LISTED ENTRIES: Begin

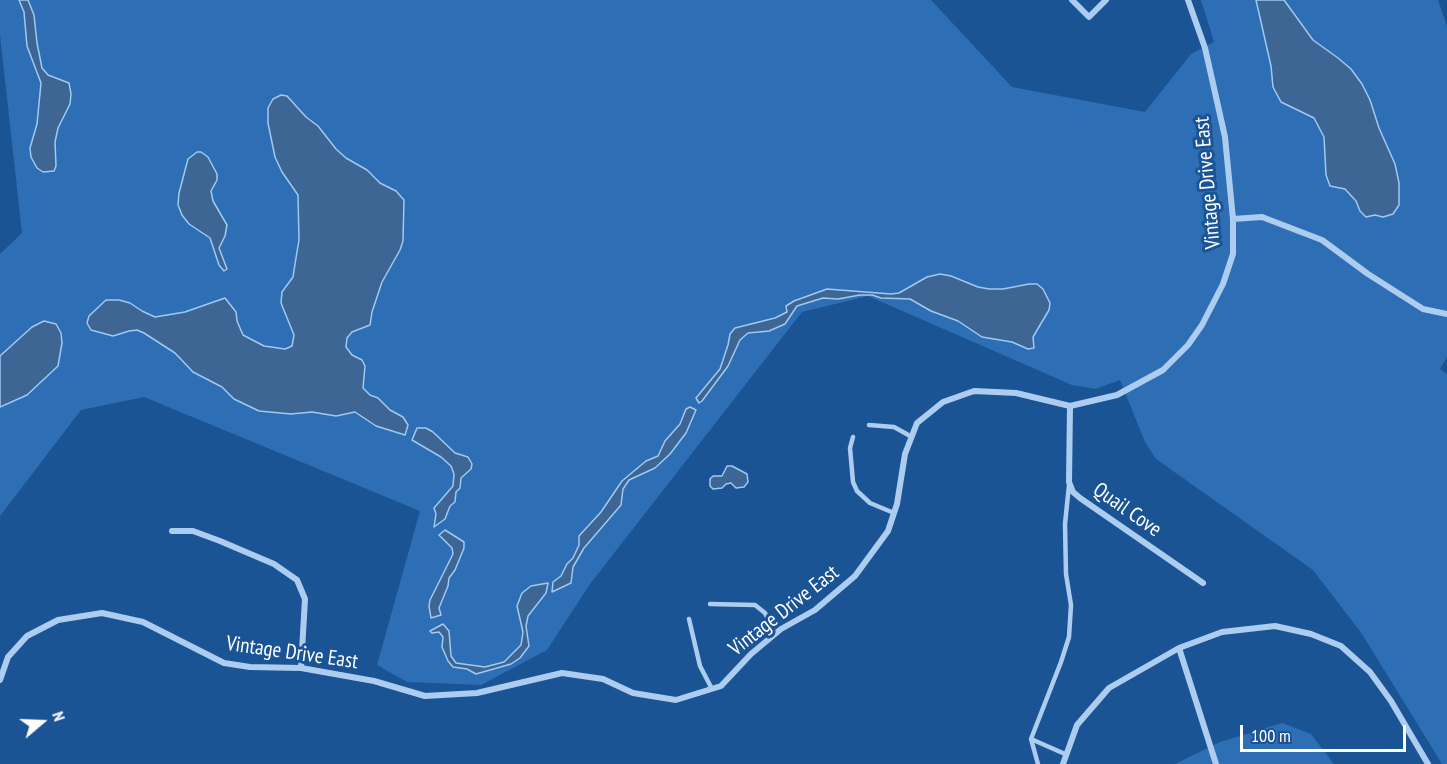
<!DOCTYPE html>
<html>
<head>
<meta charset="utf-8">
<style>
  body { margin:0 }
  #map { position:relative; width:1447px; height:764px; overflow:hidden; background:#1a5495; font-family:"PT Sans Narrow",sans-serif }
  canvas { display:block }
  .north { position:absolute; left:12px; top:692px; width:60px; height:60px; -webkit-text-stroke:4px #1a5495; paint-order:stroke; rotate:71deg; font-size:16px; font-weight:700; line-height:24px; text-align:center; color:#fff }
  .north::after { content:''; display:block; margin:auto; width:21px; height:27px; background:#fff; clip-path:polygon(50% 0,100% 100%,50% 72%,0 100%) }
  .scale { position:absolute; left:1240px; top:725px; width:166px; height:27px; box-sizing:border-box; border:3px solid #fff; border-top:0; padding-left:8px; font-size:18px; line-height:21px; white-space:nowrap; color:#fff; -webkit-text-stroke:4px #1a5495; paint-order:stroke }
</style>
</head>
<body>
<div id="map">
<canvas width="1447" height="764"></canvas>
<div class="north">N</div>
<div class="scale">100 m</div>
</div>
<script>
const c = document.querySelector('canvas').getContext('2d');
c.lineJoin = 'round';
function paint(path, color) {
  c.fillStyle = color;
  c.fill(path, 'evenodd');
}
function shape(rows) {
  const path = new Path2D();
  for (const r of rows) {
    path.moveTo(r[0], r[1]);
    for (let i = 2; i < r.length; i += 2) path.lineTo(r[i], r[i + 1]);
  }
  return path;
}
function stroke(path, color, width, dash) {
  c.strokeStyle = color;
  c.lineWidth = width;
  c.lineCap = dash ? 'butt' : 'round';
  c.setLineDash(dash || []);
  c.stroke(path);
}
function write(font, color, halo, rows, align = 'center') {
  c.font = font + ' "PT Sans Narrow",sans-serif';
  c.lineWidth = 6;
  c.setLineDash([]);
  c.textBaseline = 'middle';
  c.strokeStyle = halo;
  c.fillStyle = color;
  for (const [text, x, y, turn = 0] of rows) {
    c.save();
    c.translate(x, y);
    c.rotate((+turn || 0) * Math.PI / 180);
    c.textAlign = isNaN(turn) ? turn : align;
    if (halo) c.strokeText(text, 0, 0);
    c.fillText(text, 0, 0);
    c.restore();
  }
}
const green = shape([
  [0,0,931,0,1012,87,1145,112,1191,54,1214,42,1201,0,1438,0,1447,26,1447,357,1440,369,1447,374,1447,764,1442,764,1362,634,1313,570,1156,459,1145,442,1120,380,1095,389,1072,385,868,296,802,312,590,584,547,650,481,685,407,682,377,665,420,511,144,397,81,410,0,516,0,254,22,233,0,35],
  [1282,723,1311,734,1334,764,1175,764,1220,742]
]);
const water = shape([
  [19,0,28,0,34,15,37,43,42,68,48,75,69,83,71,94,70,104,58,128,55,142,56,166,54,171,43,172,37,168,31,157,30,148,37,124,41,83,27,46,24,12,19,0],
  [1256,0,1284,0,1313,40,1338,58,1351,69,1362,84,1370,100,1379,128,1395,164,1399,183,1399,205,1393,214,1383,217,1375,215,1366,217,1360,211,1356,201,1345,189,1330,186,1326,175,1324,137,1314,118,1281,102,1273,87,1271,66,1256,0],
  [281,95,287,96,306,117,318,126,336,149,346,158,367,170,380,183,396,191,404,200,403,241,400,250,382,282,372,312,370,325,352,332,347,338,346,347,352,355,362,360,365,366,363,388,370,395,378,398,390,410,403,417,408,425,405,435,376,426,355,412,336,416,312,412,291,414,259,411,234,399,222,387,193,372,175,353,144,333,137,330,129,331,113,336,91,330,87,323,89,316,106,300,119,300,130,303,142,311,155,317,185,312,225,298,236,312,237,321,243,335,264,346,285,349,292,346,294,335,281,303,282,292,293,277,295,264,299,240,298,195,282,172,275,157,268,123,268,108,273,99,281,95],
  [197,152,201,152,208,157,217,174,217,180,211,191,213,201,227,225,225,236,219,248,227,269,224,271,219,265,210,238,189,224,182,215,178,205,179,193,188,159,197,152],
  [940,274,951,276,978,287,989,289,1003,289,1029,284,1037,284,1043,289,1050,303,1049,310,1033,337,1034,348,1028,349,1012,342,982,337,958,321,931,311,910,299,881,298,872,295,860,295,838,299,823,298,797,306,785,324,769,331,748,333,740,340,728,366,702,401,699,403,696,398,720,369,728,345,730,334,735,328,775,318,787,312,786,306,794,301,827,289,891,294,899,293,927,277,940,274],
  [44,321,56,324,61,333,62,343,58,366,27,395,0,407,0,356,32,327,44,321],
  [690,407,696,410,686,433,670,454,655,468,629,480,623,489,621,505,584,548,573,567,571,583,552,592,553,582,561,576,567,564,573,558,579,545,579,536,601,512,622,481,646,461,658,456,665,441,680,424,686,409,690,407],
  [417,428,426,428,433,432,455,453,468,457,472,464,471,469,461,478,460,488,456,492,455,502,450,506,445,519,434,527,436,514,434,508,453,486,454,474,451,466,441,457,412,440,417,428],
  [727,466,732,466,747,474,748,482,744,487,736,488,731,483,726,484,722,488,713,489,710,486,710,479,713,476,722,476,727,466],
  [445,530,464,542,464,548,455,570,449,578,448,586,439,608,441,615,431,618,429,606,430,600,453,554,452,548,439,535,445,530],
  [548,583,546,593,528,616,526,626,529,646,520,658,511,664,476,674,467,669,453,667,448,661,442,647,443,637,439,632,432,633,430,631,443,624,449,631,451,656,456,663,485,667,504,662,521,645,523,632,517,606,522,593,531,586,548,583]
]);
const service = shape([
  [869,425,894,427,912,437],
  [853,437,850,448,853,482,857,491,870,503,894,513],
  [710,604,755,605,765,613,775,634],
  [689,619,700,666,712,689],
  [1031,739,1038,764],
  [1065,754,1031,739,1061,662,1069,637,1071,605,1066,574,1065,524,1069,485]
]);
const minor = shape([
  [1072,0,1089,17,1106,0],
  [1233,219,1262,217,1322,240,1368,274,1423,309,1447,314],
  [1070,406,1069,482,1073,492,1080,498,1203,583],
  [172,531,193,531,220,541,274,564,297,580,305,599,301,668],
  [1179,648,1216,764],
  [0,680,8,657,27,636,58,620,102,613,143,622,224,663,250,667,301,668,374,681,425,696,477,693,562,673,603,679,633,693,676,700,721,686,751,654,781,629,815,610,855,576,888,531,897,504,905,454,917,423,943,402,974,391,1016,393,1070,406,1117,395,1163,370,1188,345,1202,325,1223,284,1233,254,1233,219,1225,137,1205,48,1188,0],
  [1063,764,1077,725,1109,688,1179,648,1222,632,1275,626,1311,634,1341,646,1370,672,1391,701,1428,764]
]);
const streetNames = [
  ["Vintage Drive East",1208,183,-95],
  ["Quail Cove",1127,510,35],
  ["Vintage Drive East",784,611,-38],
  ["Vintage Drive East",292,653,8]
];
paint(green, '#2e6eb4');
paint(water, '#3d6695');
stroke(water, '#a0c9f2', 1.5);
stroke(service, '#adcdf0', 4.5);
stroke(minor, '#adcdf0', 6);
write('21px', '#fff', '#1a5495', streetNames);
</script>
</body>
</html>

LISTED ENTRIES: End

TASK DESCRIPTION ::
Only the lines containing the string "canvas" are needed; pull them out of the records.

PROBLEM SOLUTION ::
  canvas { display:block }
<canvas width="1447" height="764"></canvas>
const c = document.querySelector('canvas').getContext('2d');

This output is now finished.